_Records shown_:
----

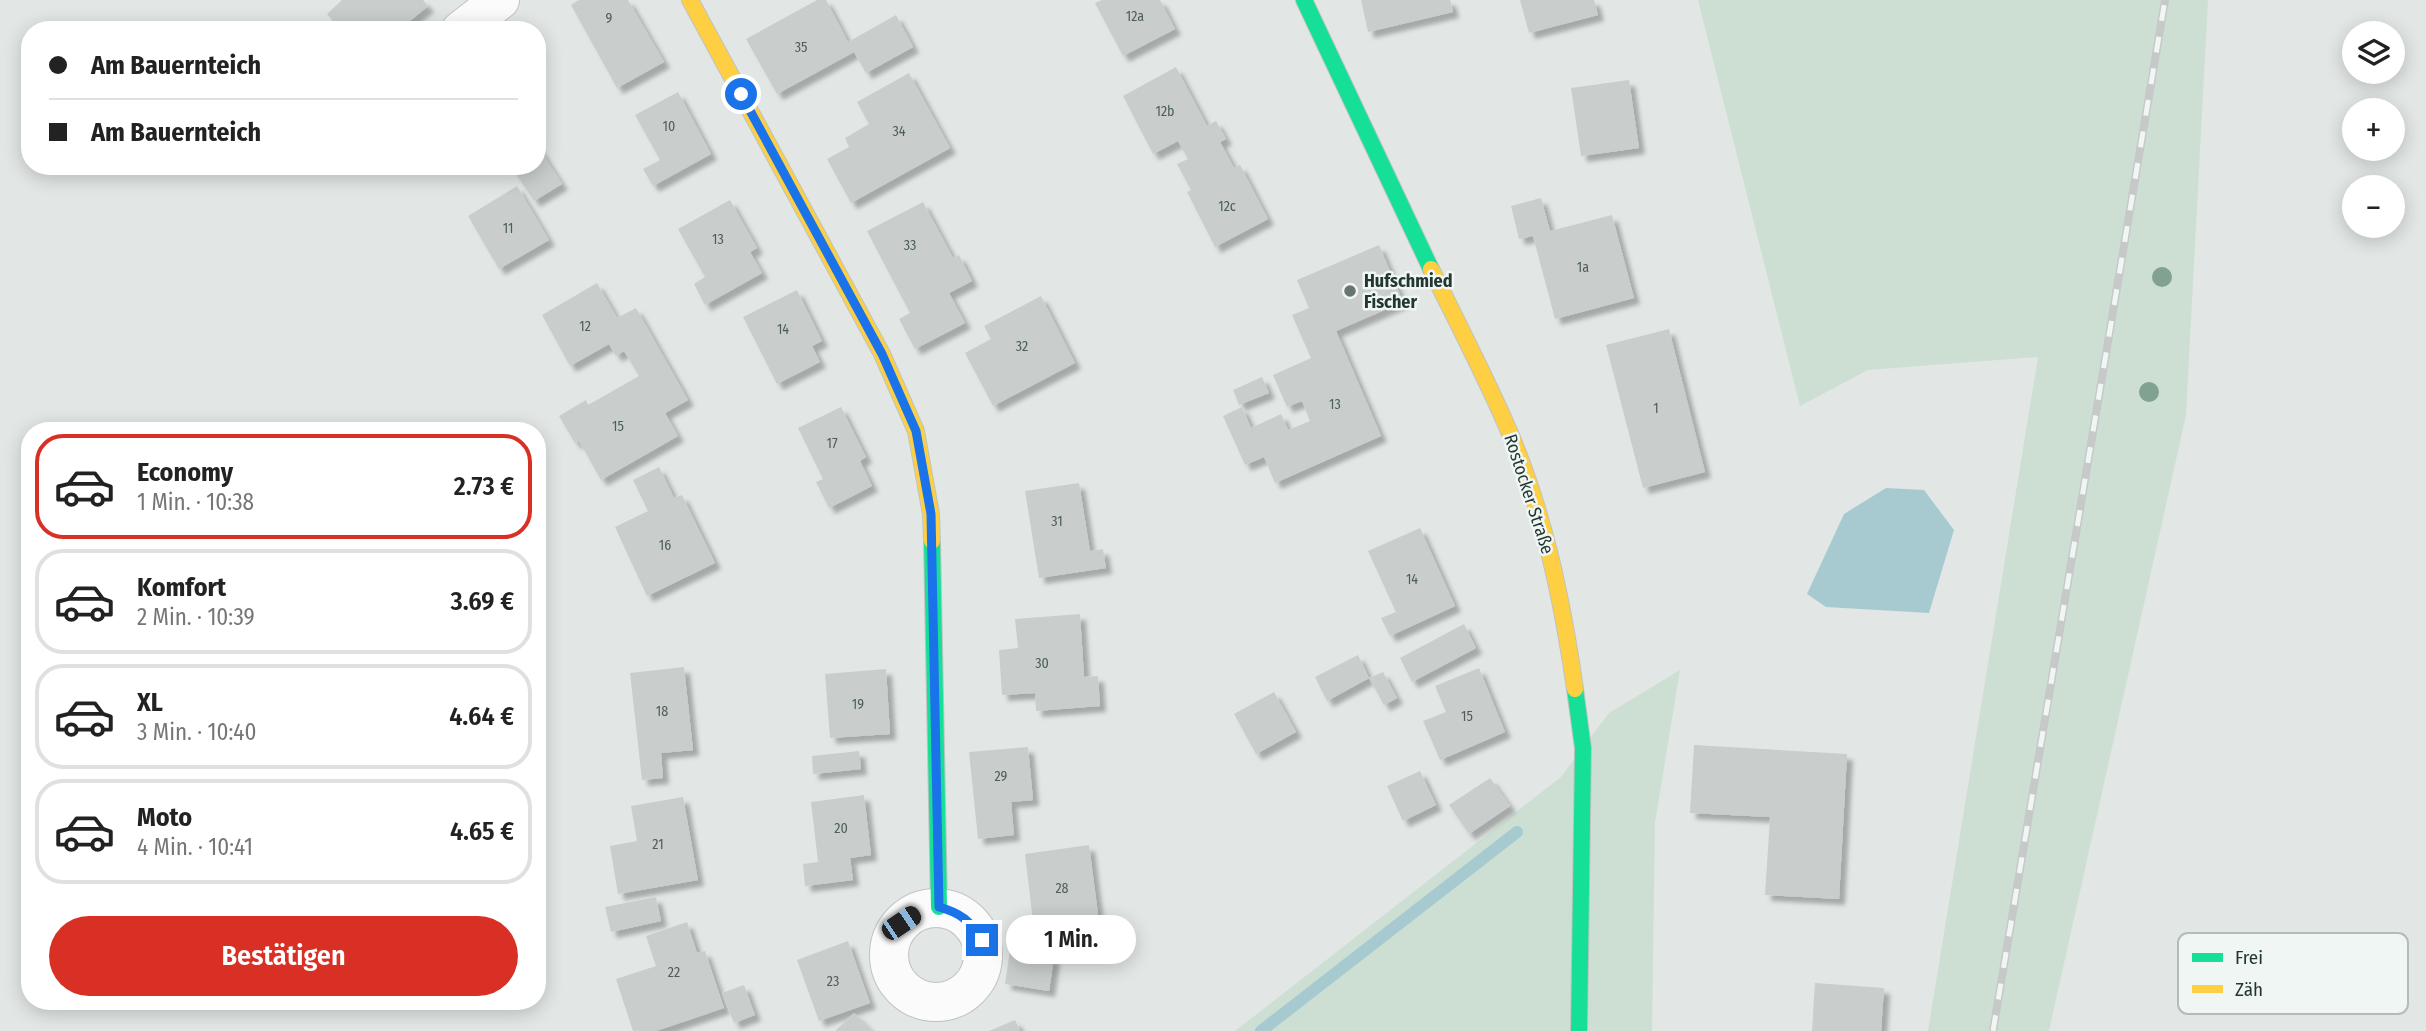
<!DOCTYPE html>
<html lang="de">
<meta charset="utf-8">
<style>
:root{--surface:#fff;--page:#f6f6f6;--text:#222;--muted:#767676;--line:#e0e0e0;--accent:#d93025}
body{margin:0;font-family:"Fira Sans Condensed",sans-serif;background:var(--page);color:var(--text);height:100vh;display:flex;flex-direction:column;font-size:26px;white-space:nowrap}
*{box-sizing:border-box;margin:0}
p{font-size:23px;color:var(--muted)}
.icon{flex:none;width:38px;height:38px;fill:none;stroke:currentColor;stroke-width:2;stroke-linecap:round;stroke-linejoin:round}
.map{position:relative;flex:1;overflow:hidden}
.side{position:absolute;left:21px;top:422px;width:525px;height:588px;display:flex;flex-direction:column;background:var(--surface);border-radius:28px;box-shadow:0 4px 18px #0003}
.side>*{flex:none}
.guide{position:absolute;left:21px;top:21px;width:525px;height:154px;border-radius:28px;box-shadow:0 4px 18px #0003;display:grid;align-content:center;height:154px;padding:0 28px;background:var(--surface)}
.buttons{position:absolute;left:2342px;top:21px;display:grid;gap:14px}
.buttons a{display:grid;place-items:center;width:63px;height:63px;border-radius:50%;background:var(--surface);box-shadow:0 4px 18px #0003;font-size:35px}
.end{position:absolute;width:32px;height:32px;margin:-16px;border:9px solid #1a73e8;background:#fff;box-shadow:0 0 0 4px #fff}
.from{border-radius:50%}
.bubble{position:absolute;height:49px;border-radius:24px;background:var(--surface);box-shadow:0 4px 18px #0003;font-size:23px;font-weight:600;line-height:49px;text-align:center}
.car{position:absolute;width:21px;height:42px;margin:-21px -10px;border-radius:9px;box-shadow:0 0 5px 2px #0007;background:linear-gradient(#222 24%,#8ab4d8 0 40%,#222 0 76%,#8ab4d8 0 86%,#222 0)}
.guide b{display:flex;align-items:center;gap:24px;height:66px;font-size:26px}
.guide b+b{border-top:2px solid var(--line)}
.guide i{width:18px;height:18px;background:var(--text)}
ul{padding:12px 0 0;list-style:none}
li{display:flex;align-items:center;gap:21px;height:105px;margin:0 14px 10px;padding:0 14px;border:4px solid var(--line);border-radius:28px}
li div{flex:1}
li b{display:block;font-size:26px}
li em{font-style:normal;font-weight:600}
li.current{border-color:var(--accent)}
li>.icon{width:63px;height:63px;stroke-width:1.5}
.primary-button{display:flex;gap:14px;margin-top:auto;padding:14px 28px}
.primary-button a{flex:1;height:80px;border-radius:42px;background:var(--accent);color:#fff;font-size:28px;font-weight:600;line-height:80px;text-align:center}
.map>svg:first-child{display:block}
.green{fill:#cddfd2}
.water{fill:#a7cad1}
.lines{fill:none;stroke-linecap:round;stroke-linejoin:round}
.stream{stroke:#a7cad1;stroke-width:12}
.building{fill:#c9cecc;filter:url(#shadow)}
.street-casing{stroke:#bfc4c2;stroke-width:40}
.fast-casing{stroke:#bec4c2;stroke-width:18}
.slow-casing{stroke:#bec4c2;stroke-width:18}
.street{stroke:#fbfbfb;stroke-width:38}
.fast{stroke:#16e098;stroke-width:16}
.slow{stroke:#ffcf43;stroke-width:16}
.rail-casing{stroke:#c6c9c8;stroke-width:8}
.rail{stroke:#f0f6f3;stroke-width:5;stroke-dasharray:16;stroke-linecap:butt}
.tree{fill:#81a28f}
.route{stroke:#1a73e8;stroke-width:9}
.poi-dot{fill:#667571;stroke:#f0f6f3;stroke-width:2.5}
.labels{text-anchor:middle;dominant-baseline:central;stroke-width:5;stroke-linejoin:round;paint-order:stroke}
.number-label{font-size:14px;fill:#4d5e59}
.poi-label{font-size:18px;font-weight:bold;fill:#233732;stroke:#f0f6f3;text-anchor:start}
.street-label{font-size:18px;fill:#233732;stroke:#f0f6f3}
.key{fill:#f0f6f3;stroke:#b2bdb9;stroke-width:2}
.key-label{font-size:19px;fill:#233732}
</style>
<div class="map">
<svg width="2426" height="1031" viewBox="0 0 2426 1031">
<defs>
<filter id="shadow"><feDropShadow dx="6" dy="6" stdDeviation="2" flood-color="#0004"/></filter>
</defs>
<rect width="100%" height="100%" fill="#e2e7e5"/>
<g class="green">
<polygon points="1698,0 2208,0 2186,415 2049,1031 1928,1031 2038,357 1868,370 1800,406"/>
<polygon points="1680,670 1655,823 1652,1031 1235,1031 1561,777 1609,713"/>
</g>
<polygon class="water" points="1886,488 1924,490 1954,530 1929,613 1826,607 1807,594 1844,514"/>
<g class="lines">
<polyline class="stream" points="1261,1031 1517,832"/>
</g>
<g class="building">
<polygon points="342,0 423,0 428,6 399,30 340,30 327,14"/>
<polygon points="579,0 628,0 664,62 617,88 571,5"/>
<polygon points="817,0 826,0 848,42 896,15 913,47 866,73 854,52 777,94 746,39"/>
<polygon points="1102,0 1160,0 1175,29 1123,56 1095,3"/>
<polygon points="1361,0 1450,0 1453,12 1368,32"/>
<polygon points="1520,0 1594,0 1598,15 1529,33"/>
<polygon points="1176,67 1207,126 1216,121 1226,139 1220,142 1234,168 1240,165 1268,219 1215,247 1187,192 1191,190 1177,164 1188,159 1178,141 1153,154 1123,96"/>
<polygon points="909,73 950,148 851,203 827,159 849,147 845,138 869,124 857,102"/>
<polygon points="1629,80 1639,148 1581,156 1571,88"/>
<polygon points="678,92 711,154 653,186 643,169 660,160 635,115"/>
<polygon points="537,145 562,184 534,201 511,166 537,166"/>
<polygon points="517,186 549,240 499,269 468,216"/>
<polygon points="1541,198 1550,231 1612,215 1634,298 1555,319 1533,236 1519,239 1511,206"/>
<polygon points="730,200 757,248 750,252 762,273 705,305 694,284 705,277 678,229"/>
<polygon points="923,202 953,258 959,255 972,281 949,293 965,323 915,349 899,319 910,313 867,231"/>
<polygon points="1379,245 1403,302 1336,331 1381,436 1275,483 1264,457 1245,465 1223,416 1242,407 1251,428 1281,414 1288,430 1310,421 1302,401 1287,407 1273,375 1311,358 1292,315 1309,308 1297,280"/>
<polygon points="597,283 617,318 636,308 688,400 665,413 678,436 601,480 579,441 575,443 559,416 586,400 588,405 639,376 624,351 616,356 609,344 570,366 542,315"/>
<polygon points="797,290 822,341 812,346 820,362 777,384 743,317"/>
<polygon points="1041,296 1075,363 993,406 965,353 991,339 984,326"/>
<polygon points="1669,329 1705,472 1643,488 1606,345"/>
<polygon points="1262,377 1269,393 1239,405 1233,390"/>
<polygon points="841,407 866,457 860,461 872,486 829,508 816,482 823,479 798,428"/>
<polygon points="659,467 674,498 682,495 715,563 647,596 615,527 648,511 633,480"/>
<polygon points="1079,483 1090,551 1103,549 1106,568 1039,578 1025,491"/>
<polygon points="1420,528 1455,606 1390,636 1381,618 1396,612 1368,551"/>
<polygon points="1080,614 1084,677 1098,676 1100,706 1036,711 1035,693 1002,695 999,650 1018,648 1015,619"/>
<polygon points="1464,624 1476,648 1412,682 1400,658"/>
<polygon points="1358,655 1369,678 1327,701 1315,677"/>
<polygon points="684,667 693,750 661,753 663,778 642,780 630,673"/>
<polygon points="1479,668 1505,732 1440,760 1423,721 1446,712 1435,686"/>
<polygon points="886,669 890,734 830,738 825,674"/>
<polygon points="1383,672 1397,698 1384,705 1369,678"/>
<polygon points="1274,692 1296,732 1256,754 1234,714"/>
<polygon points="1694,745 1847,754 1839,899 1765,895 1770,817 1690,813"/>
<polygon points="1028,747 1033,800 1011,802 1014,835 978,839 969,752"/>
<polygon points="859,751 861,769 813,774 812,756"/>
<polygon points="1420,771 1436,805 1403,821 1387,786"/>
<polygon points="1490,778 1510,806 1469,834 1449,805"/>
<polygon points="864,795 871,855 850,858 853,880 805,886 803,864 818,862 811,802"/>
<polygon points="683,797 698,880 618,894 610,846 637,841 631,806"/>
<polygon points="1089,845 1099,922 1034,930 1025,854"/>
<polygon points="656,897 661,921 611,932 605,907"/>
<polygon points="687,922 697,953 705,951 724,1008 656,1031 633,1031 616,979 656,966 646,936"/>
<polygon points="848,941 870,1003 819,1021 797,960"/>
<polygon points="1010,950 1054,957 1049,991 1005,984"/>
<polygon points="1815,983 1884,988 1881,1031 1812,1031"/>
<polygon points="744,985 755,1015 734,1023 722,993"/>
<polygon points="854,1013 872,1031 835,1031"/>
<polygon points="1015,1020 1020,1031 989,1031"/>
</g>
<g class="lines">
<defs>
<g id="street">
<polyline points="461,30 500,0"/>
<circle cx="936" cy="955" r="47"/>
</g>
<g id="fast">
<polyline points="1304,0 1431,269"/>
<polyline points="932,541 939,907"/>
<polyline points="1575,689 1583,748 1579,1031"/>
</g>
<g id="slow">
<polyline points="690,0 882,354 916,431 931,514 932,541"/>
<path d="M1431,269C1456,320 1482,370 1505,422C1543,507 1562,598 1575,689"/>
</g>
</defs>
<use href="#street" class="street-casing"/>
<use href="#fast" class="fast-casing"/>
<use href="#slow" class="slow-casing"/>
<use href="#street" class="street"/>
<use href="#fast" class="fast"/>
<use href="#slow" class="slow"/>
<defs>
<polyline id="rail" points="1993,1031 2165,0"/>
</defs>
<use href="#rail" class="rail-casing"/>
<use href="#rail" class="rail"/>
</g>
<g class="tree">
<circle cx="2162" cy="277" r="10"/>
<circle cx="2149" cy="392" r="10"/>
</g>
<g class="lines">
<path class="route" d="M741,94L882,354L916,431L931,514L939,907C961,913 970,921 982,940"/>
</g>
<circle class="poi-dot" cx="1350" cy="291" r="7"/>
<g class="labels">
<g class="number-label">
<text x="1135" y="16">12a</text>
<text x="609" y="18">9</text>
<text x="801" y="47">35</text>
<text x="1165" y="111">12b</text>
<text x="669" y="126">10</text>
<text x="899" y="131">34</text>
<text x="1227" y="206">12c</text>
<text x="508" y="228">11</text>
<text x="718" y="239">13</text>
<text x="910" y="245">33</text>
<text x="1583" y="267">1a</text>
<text x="585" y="326">12</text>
<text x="783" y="329">14</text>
<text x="1022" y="346">32</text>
<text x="1335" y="404">13</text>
<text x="1656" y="408">1</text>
<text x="618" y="426">15</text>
<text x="832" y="443">17</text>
<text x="1057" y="521">31</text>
<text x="665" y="545">16</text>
<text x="1412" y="579">14</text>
<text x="1042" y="663">30</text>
<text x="858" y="704">19</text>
<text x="662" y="711">18</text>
<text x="1467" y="716">15</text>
<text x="1001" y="776">29</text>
<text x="841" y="828">20</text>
<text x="658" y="844">21</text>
<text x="1062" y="888">28</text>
<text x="674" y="972">22</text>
<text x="833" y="981">23</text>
</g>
<g class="poi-label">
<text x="1364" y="281">Hufschmied<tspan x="1364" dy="21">Fischer</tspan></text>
</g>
<g class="street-label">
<text transform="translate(1529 494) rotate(72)">Rostocker Straße</text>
</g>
</g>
<rect x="2178" y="933" width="230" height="81" rx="10" class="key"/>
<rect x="2192" y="953" width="31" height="9" fill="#16e098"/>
<rect x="2192" y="985" width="31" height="8" fill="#ffcf43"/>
<g class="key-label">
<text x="2235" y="964">Frei</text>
<text x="2235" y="996">Zäh</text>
</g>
</svg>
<div class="buttons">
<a><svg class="icon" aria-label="layers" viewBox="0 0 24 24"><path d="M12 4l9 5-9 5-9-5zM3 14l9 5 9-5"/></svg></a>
<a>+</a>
<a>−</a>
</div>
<i class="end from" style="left:741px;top:94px"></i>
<i class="end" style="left:982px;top:940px"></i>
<div class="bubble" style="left:1006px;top:915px;width:130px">1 Min.</div>
<i class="car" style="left:901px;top:923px;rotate:56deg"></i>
<div class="guide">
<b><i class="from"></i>Am Bauernteich</b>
<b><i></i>Am Bauernteich</b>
</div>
<section class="side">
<ul>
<li class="current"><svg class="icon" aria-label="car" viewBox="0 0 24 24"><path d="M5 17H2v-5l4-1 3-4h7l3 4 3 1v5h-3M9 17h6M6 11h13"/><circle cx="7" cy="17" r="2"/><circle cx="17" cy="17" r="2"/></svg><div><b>Economy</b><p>1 Min. · 10:38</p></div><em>2.73 €</em></li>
<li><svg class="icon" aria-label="car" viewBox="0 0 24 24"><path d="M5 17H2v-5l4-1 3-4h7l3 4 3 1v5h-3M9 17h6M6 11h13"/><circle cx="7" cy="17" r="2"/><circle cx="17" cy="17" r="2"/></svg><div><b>Komfort</b><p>2 Min. · 10:39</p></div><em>3.69 €</em></li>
<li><svg class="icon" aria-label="car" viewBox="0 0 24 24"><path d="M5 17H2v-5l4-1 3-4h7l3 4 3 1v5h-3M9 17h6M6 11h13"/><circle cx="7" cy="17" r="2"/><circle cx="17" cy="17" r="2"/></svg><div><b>XL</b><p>3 Min. · 10:40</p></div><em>4.64 €</em></li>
<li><svg class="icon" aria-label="car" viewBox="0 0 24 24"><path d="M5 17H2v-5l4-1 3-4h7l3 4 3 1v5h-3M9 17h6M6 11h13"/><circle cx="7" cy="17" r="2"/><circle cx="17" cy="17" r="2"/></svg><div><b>Moto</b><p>4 Min. · 10:41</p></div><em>4.65 €</em></li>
</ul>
<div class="primary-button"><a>Bestätigen</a></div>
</section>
</div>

----

Working from the entries above, return all lines that contain "linecap".

.icon{flex:none;width:38px;height:38px;fill:none;stroke:currentColor;stroke-width:2;stroke-linecap:round;stroke-linejoin:round}
.lines{fill:none;stroke-linecap:round;stroke-linejoin:round}
.rail{stroke:#f0f6f3;stroke-width:5;stroke-dasharray:16;stroke-linecap:butt}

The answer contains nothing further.